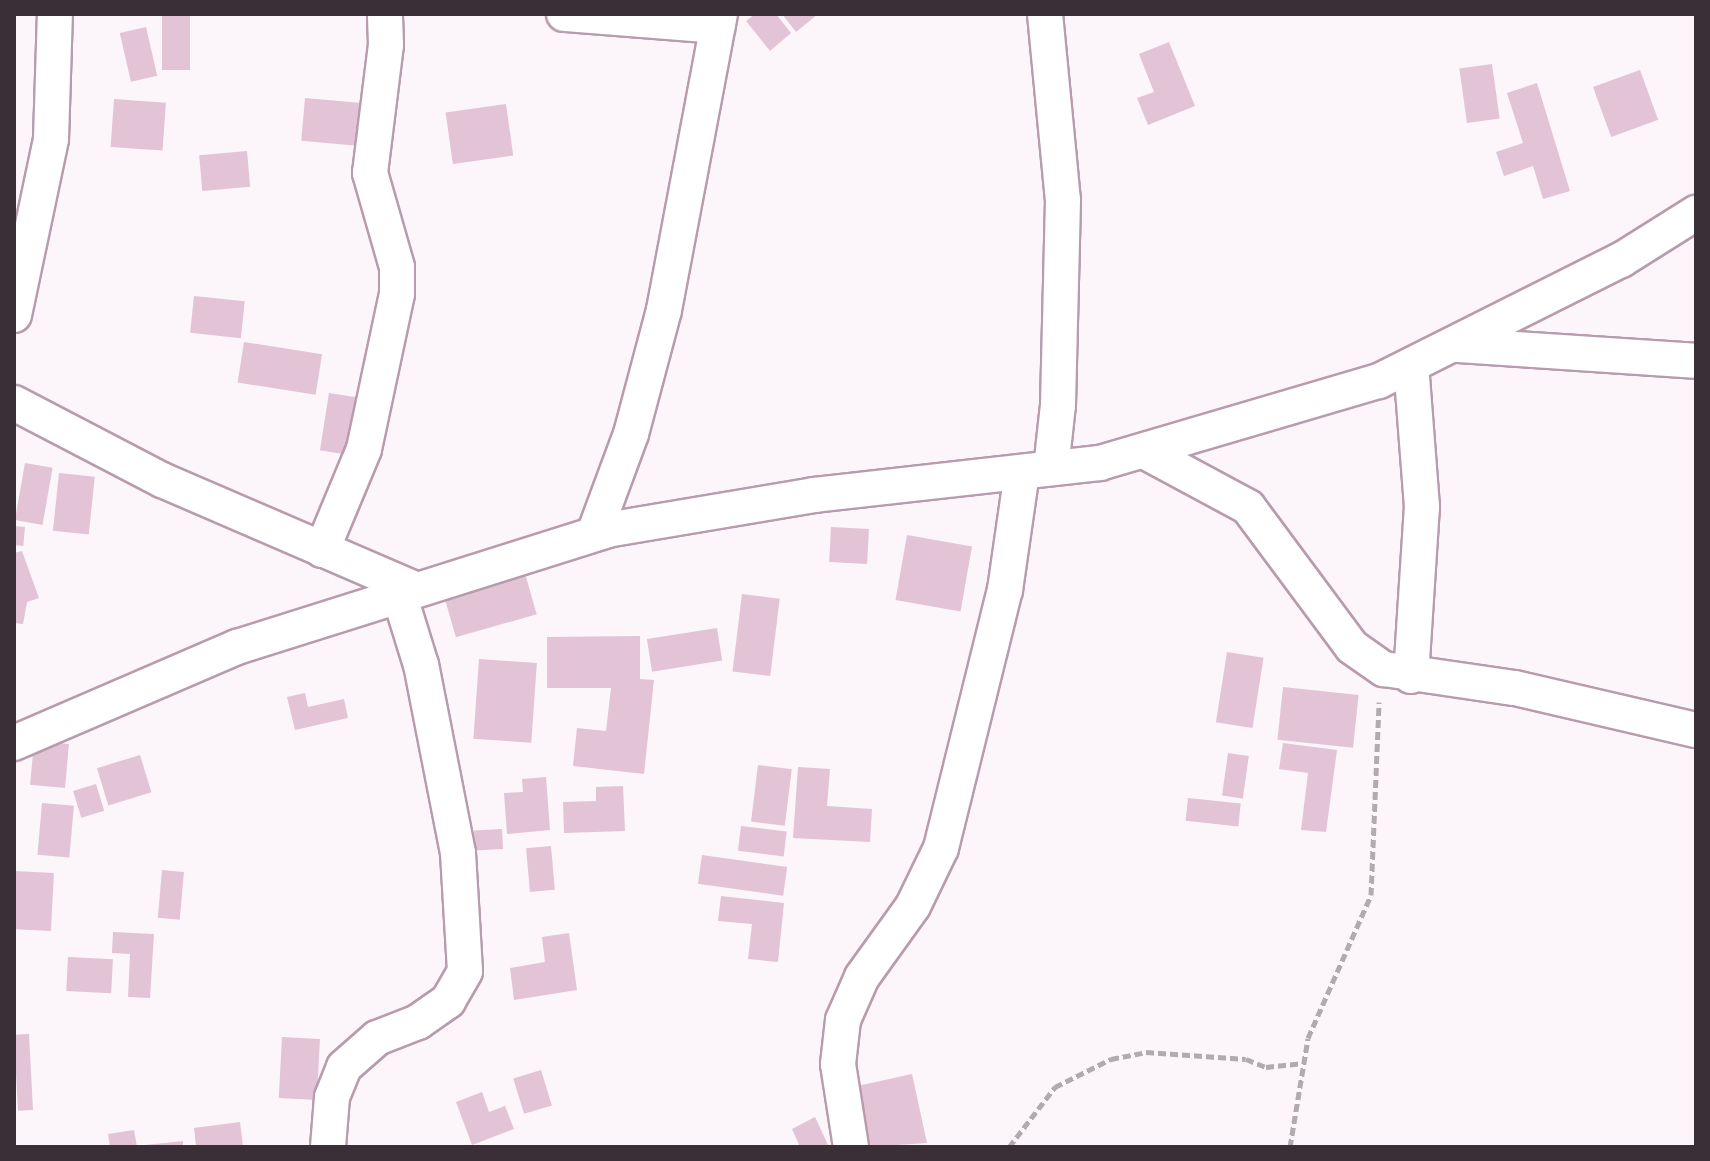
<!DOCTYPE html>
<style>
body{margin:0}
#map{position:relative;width:1710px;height:1161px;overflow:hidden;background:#fcf5f9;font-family:"DM Sans",sans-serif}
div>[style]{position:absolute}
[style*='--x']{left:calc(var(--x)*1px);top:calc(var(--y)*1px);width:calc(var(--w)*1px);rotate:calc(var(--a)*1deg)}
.building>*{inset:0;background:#e2c4d6;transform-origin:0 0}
.path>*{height:5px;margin-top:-2.5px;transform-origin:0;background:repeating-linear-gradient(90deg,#b3aaaf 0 8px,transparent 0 12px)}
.roads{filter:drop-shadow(2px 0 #b89cad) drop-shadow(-2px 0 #b89cad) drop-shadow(0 2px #b89cad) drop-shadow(0 -2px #b89cad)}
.street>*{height:34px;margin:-17px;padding:0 17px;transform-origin:17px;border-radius:17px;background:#fff}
span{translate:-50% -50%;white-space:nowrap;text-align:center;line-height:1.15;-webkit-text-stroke:7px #fcf5f9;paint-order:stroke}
.frame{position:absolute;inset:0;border:16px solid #3a2f36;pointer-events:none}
</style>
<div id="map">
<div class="building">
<div style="left:162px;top:14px;width:28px;height:56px"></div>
<div style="clip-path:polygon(755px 14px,776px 14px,791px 33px,770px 51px,746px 21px)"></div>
<div style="clip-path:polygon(782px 14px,818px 14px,796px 32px)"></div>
<div style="left:146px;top:27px;width:50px;height:27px;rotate:77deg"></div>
<div style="clip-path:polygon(1169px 42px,1195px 106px,1148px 125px,1137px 98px,1154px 92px,1139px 54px)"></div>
<div style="left:1492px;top:64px;width:55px;height:33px;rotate:82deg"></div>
<div style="left:1640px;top:70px;width:53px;height:50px;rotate:70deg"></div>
<div style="clip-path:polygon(1537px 83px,1570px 191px,1543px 199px,1533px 166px,1504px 176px,1496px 152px,1523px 143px,1507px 93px)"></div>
<div style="left:305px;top:98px;width:59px;height:43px;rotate:5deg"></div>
<div style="left:114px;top:99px;width:52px;height:48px;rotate:4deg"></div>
<div style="left:506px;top:104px;width:52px;height:61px;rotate:82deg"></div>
<div style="left:247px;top:151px;width:36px;height:48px;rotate:85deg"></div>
<div style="left:194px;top:296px;width:51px;height:37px;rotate:6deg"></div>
<div style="left:244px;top:342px;width:79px;height:41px;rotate:9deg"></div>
<div style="left:329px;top:393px;width:31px;height:58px;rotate:9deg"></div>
<div style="left:25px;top:463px;width:28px;height:58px;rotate:10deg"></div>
<div style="left:59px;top:473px;width:36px;height:58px;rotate:6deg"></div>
<div style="left:14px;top:526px;width:11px;height:19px;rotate:5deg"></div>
<div style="left:831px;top:527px;width:38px;height:35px;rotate:3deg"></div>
<div style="left:907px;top:535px;width:66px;height:66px;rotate:10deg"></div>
<div style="clip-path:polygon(22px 551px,39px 598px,27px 602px,23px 624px,14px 623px,14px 553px)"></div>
<div style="left:524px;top:570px;width:46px;height:84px;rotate:74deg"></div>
<div style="left:742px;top:594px;width:38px;height:78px;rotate:7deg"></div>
<div style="left:717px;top:628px;width:33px;height:71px;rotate:81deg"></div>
<div style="clip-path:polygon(640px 636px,640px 679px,654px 680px,644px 774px,573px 766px,577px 728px,606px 731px,611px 688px,547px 688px,547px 637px)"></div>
<div style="left:1227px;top:652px;width:37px;height:71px;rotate:9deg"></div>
<div style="left:479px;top:659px;width:58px;height:80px;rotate:4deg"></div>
<div style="left:1283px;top:687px;width:76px;height:53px;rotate:6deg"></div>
<div style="clip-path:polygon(305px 693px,308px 707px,344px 699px,348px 718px,295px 730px,287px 697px)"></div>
<div style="left:34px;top:741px;width:35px;height:44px;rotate:5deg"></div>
<div style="clip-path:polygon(1283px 743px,1337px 750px,1326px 832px,1301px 830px,1308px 773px,1279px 769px)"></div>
<div style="left:1228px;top:753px;width:21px;height:43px;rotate:8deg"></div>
<div style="left:140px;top:755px;width:39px;height:45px;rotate:73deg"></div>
<div style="left:758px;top:765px;width:34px;height:57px;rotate:7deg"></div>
<div style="clip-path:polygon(798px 767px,830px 769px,827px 806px,872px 809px,870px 842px,793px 838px)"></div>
<div style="clip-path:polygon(546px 777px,550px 830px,507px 834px,504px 793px,523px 792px,522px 779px)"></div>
<div style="left:96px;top:784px;width:28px;height:24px;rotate:73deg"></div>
<div style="clip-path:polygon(623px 786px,625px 831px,564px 833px,563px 802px,596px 801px,596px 787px)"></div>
<div style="left:1188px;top:798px;width:53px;height:23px;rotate:6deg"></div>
<div style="left:42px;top:803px;width:32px;height:52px;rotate:5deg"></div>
<div style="left:741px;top:826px;width:46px;height:25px;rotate:7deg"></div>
<div style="left:502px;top:829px;width:20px;height:28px;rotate:87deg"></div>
<div style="left:551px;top:846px;width:44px;height:25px;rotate:85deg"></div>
<div style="left:702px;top:855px;width:86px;height:29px;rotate:8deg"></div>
<div style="left:162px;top:870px;width:22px;height:48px;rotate:5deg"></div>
<div style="left:14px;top:871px;width:40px;height:58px;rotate:3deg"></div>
<div style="clip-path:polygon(721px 896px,784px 903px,778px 962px,748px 959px,752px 924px,718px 921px)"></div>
<div style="clip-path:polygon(113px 932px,154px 934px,150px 998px,128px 997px,130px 954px,112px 953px)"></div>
<div style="clip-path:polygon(569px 933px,577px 990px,514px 1000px,510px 968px,545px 962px,542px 937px)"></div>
<div style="left:68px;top:957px;width:45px;height:34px;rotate:3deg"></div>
<div style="left:29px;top:1034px;width:76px;height:15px;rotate:87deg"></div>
<div style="left:282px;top:1037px;width:38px;height:61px;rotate:3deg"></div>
<div style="left:541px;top:1070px;width:37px;height:29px;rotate:73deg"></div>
<div style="clip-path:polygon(912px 1074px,927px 1143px,867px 1147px,853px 1087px)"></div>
<div style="clip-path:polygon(482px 1092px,489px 1112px,505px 1106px,514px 1129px,472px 1145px,456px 1102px)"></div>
<div style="clip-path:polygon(815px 1117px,829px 1147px,800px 1147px,792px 1129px)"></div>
<div style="clip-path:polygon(240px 1122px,243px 1147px,196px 1147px,194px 1128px)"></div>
<div style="clip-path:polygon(134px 1130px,137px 1147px,110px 1147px,108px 1134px)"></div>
<div style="clip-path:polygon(183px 1141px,183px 1147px,145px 1147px,145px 1145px)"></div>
</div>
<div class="path">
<div style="--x:1009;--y:1147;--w:76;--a:-52.5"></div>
<div style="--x:1055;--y:1087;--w:63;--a:-26.6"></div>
<div style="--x:1111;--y:1059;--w:36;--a:-11"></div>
<div style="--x:1146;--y:1052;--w:100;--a:4"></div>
<div style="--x:1246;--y:1059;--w:22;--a:22"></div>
<div style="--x:1266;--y:1067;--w:36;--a:-6"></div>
<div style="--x:1290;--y:1147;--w:110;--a:-80.6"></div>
<div style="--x:1308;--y:1038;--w:156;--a:-66.2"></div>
<div style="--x:1371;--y:895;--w:193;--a:-87.6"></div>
</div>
<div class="roads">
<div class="street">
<div style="--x:564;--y:14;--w:154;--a:4.5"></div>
<div style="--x:1045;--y:14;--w:187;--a:84.5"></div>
<div style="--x:1063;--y:200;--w:205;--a:91.4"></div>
<div style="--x:1058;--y:405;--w:63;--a:96.3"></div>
<div style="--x:14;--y:315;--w:180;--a:-78.1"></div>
<div style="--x:51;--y:139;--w:125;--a:-88.2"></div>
<div style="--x:1457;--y:345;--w:240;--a:3.8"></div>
<div style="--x:14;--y:403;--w:167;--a:27.5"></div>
<div style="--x:162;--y:480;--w:275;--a:23.3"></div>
<div style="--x:1144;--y:451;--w:118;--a:28.3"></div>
<div style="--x:1248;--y:507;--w:174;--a:53.4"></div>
<div style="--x:1352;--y:647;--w:39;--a:35"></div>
<div style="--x:1384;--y:669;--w:132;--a:8.3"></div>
<div style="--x:1515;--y:688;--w:186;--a:13.1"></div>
<div style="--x:594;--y:534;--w:107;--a:-69.7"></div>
<div style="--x:631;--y:434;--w:128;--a:-75.1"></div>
<div style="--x:664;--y:310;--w:301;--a:-79.3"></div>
<div style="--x:322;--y:550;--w:109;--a:-67.4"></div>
<div style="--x:364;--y:449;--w:158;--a:-78"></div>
<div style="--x:397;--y:294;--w:27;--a:-90"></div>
<div style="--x:397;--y:267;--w:98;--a:-106"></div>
<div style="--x:370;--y:173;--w:129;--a:-82.9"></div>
<div style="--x:386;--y:45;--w:31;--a:-92"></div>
<div style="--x:1411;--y:676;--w:169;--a:-86.3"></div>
<div style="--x:1422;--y:507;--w:142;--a:-94.4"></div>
<div style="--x:14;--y:743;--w:243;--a:-23.3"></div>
<div style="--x:237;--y:647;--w:388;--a:-17.5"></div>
<div style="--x:607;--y:530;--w:210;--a:-9.6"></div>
<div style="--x:814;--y:495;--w:288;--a:-6.4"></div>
<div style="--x:1100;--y:463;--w:291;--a:-16.4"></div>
<div style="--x:1379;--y:381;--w:271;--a:-26.6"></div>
<div style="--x:1621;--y:260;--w:89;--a:-32.1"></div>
<div style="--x:328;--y:1147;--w:50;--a:-85.4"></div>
<div style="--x:332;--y:1097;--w:32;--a:-68"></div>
<div style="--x:344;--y:1067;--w:44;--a:-41.3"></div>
<div style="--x:377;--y:1038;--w:44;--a:-21.3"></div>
<div style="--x:418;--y:1022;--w:37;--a:-35"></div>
<div style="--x:448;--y:1001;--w:34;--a:-60"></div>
<div style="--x:465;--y:971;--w:118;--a:-93.4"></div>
<div style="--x:458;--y:853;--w:192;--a:-101.1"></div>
<div style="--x:421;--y:665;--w:74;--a:-107.2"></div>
<div style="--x:851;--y:1147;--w:84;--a:-98.9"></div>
<div style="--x:838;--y:1064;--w:44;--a:-83.5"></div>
<div style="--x:843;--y:1020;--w:47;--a:-66.2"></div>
<div style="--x:862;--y:977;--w:87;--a:-54.3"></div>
<div style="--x:913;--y:906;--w:64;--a:-64.2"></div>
<div style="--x:941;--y:848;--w:266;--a:-76.1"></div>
<div style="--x:1005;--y:590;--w:119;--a:-81.8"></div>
</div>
</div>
<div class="frame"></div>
</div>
####
> **Task requirements**
What is needed is an exact copy of the lines from the start of the records through the line containing "0 #b89cad) drop-shadow(-2px", with no pictures.

> **Task answer**
<!DOCTYPE html>
<style>
body{margin:0}
#map{position:relative;width:1710px;height:1161px;overflow:hidden;background:#fcf5f9;font-family:"DM Sans",sans-serif}
div>[style]{position:absolute}
[style*='--x']{left:calc(var(--x)*1px);top:calc(var(--y)*1px);width:calc(var(--w)*1px);rotate:calc(var(--a)*1deg)}
.building>*{inset:0;background:#e2c4d6;transform-origin:0 0}
.path>*{height:5px;margin-top:-2.5px;transform-origin:0;background:repeating-linear-gradient(90deg,#b3aaaf 0 8px,transparent 0 12px)}
.roads{filter:drop-shadow(2px 0 #b89cad) drop-shadow(-2px 0 #b89cad) drop-shadow(0 2px #b89cad) drop-shadow(0 -2px #b89cad)}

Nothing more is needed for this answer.